Может быть, таким образом Матье инстинктивно отвергал Элен, а быть может, так проявлялась естественная мужская склонность принизить женщину. Он никогда об этом не задумывался; он просто смирился с глупостью Сони как с фактом, причем для Матье было не так уж и важно, до какой степени ум Сони отличается от ума самого блестящего дельца или более-менее одаренного студента-философа. Истинная иерархия заключалась в следующем: после того как человеку исполняется десять лет, существенным является то, на чем он оттачивает свой ум, а не степень развития этого ума.

– Скажи, а что для тебя означает быть умным? – проворковала Соня инфантильным голоском, столь характерным для множества женщин старше тридцати.

– Даже не знаю, – проговорил Матье. – Наверное, иметь как можно больше точек зрения по одному и тому же вопросу… уметь изменять их… и учиться…

– Получается, что мы постоянно узнаем что-то новое только потому, что все время меняем точки зрения!

– Вовсе нет! С течением времени мы принимаем те точки зрения, которые ближе нашим интересам, сродни нашей лени, разделяются нашими друзьями или соответствуют окружающей действительности. Взгляды становятся уже, а точек зрения остается все меньше. Мало-помалу человек становится самым настоящим дураком, старым дураком. Вот уж чего мне удастся избежать! Если я и был дураком, то только юным, а потом чуть постарше.

– Да замолчи же, Матье! Умоляю тебя, замолчи!

И тут Соня наконец сделала то, что следовало бы сделать с самого начала: прижала Матье к себе и покрыла поцелуями его лицо, потом шею, затем плечи, после этого руки, тем самым отдав дань той жизни, которая все еще била в нем ключом, жизни дерзкой и преисполненной чувственности, жизни, ни на одну секунду не сопоставимой с той, в которую уже шесть часов заставлял верить разум.


Через час, лежа рядом с погруженной в полудрему Соней, Матье увидел на ковре солнечный луч, прорвавшийся через плотную ткань, через тяжелые занавеси, отделяющие послеполуденное время от занятий любовью. И он ощутил себя именно там, где ему и надлежало быть, там, где его ожидало наслаждение и покой. Он оказался на высоте и в смысле долга, и в отношении собственных прав. Расслабился, отвлекся, обрел истинное убежище на всю оставшуюся жизнь. Просто-напросто впервые он задал себе вопрос: что заставляет его считать удары сердца и часов, искать между этими двумя цифрами некую взаимосвязь – алогичную, ибо высокая температура теперь не имела для него значения.

И тогда он задал себе вопрос, почему ему так скучно.


Соня устроила ему душераздирающее прощание: она ждет его у себя сегодня же вечером!
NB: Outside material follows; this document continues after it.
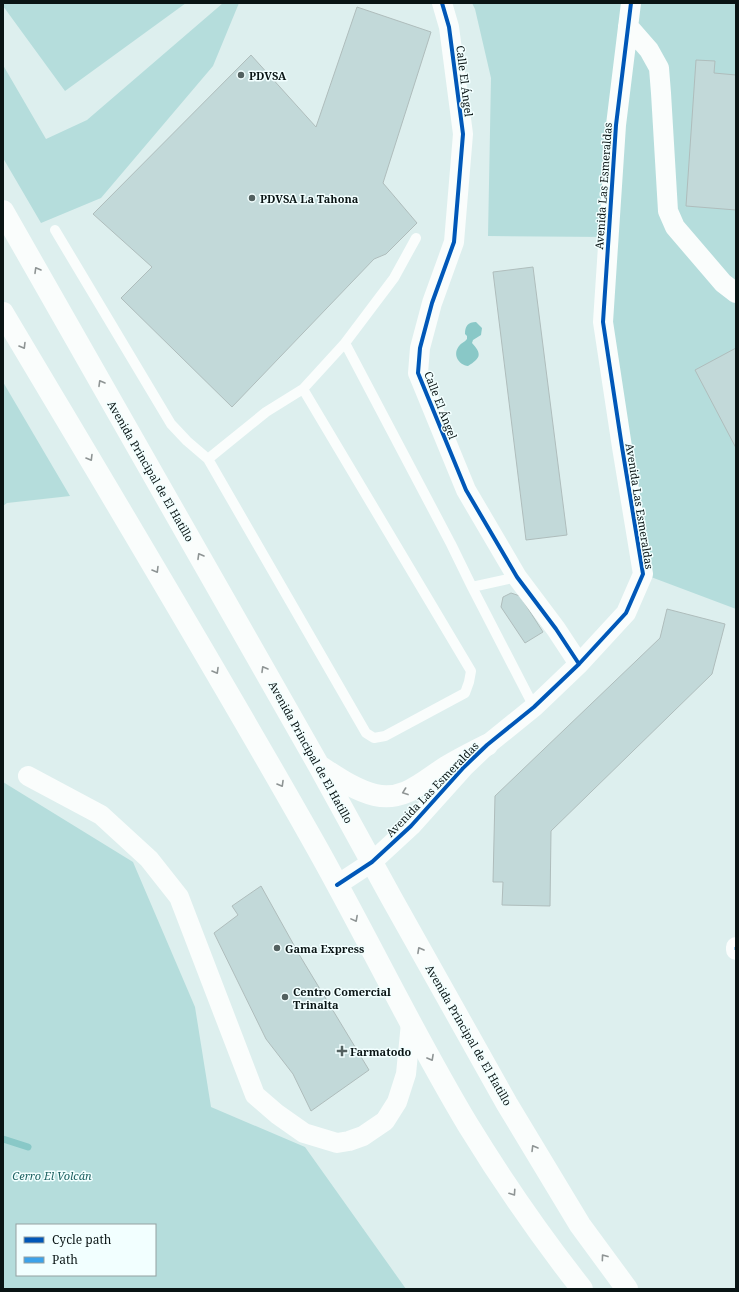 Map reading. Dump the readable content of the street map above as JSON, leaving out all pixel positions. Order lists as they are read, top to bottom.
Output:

Завтра?.. «О нет! Не надо откладывать до завтра, умоляю: сегодня вечером! Завтра – это так далеко! Пусть даже на один часок, только сегодня вечером!» Можно было подумать, что она ему не доверяла; можно было подумать, что он способен умереть, так с нею и не повидавшись, точно смерть для ее любовника – одна из множества возможностей, всецело находящихся в его власти.

Матье уже готов был сказать ей что-нибудь вроде: «Да ладно тебе! В моем распоряжении еще целых шесть месяцев!», но Соня вложила в церемониал прощания столько горечи и тревоги, что у него не хватило смелости отказать ей. И он вышел из дверей квартиры, пятясь задом, едва не упав на лестницу, что, конечно, было бы не страшно, но довольно смешно. Падение с лестницы, равно как и насморк, оказалось бы теперь явным излишеством. И забывать об этом не следовало.

Глава 6

От Сони он вышел в веселом настроении. В конце концов, и для нее, и для него было лучше, что он не испытывал к этой женщине великой любви. К примеру, ему было бы нестерпимо больно расстаться с Матильдой – в то время, как она его любила, – по столь же глупой причине, как болезнь. Ибо тогда рак утратил бы банальную, жалкую окраску, став апогеем жестокости, несвоевременности: препятствием, а не обреченностью. Рядом с Соней он шел навстречу смерти смиренно, в то время как с Матильдой он хотел бы идти навстречу любви, тогда смерть была бы чудовищным отклонением от правильного пути. Но если бы, напротив, умерла Матильда, это было бы намного хуже… и тут, несмотря на свою тоску, он почувствовал облегчение: по крайней мере, самое худшее ему не угрожало.

Было около пяти, а на половину шестого у него назначена встреча: деловая встреча, но до тех пор… До тех пор он должен узнать побольше о своей болезни, при этом о возвращении к утренней Кассандре не могло быть и речи. Он не собирался обращаться к другому случайному специалисту, который отослал бы его на те же анализы, а затем по «причинам деонтологического характера», как они все говорили, вновь направил бы Матье к его лечащему врачу. Нет, он купит книгу «ad hoc» – какая подвернется. Тут он вспомнил, что неподалеку находится магазин медицинской книги. Там он нашел капитальный труд, озаглавленный «Карцинома и ее многочисленные формы», и, предварительно уточнив у продавца, что «карцинома» является специальным, но в то же время точным термином, обозначающим рак как таковой, сел в машину и отправился в Люксембургский сад, где уселся между двух пожилых дам, дувшихся друг на друга, но после его появления явно примирившихся на почве одинаковых подозрений (возможно, вызванных его спутанными волосами и отрешенным видом) и быстро удалившихся, чтобы посплетничать о нем.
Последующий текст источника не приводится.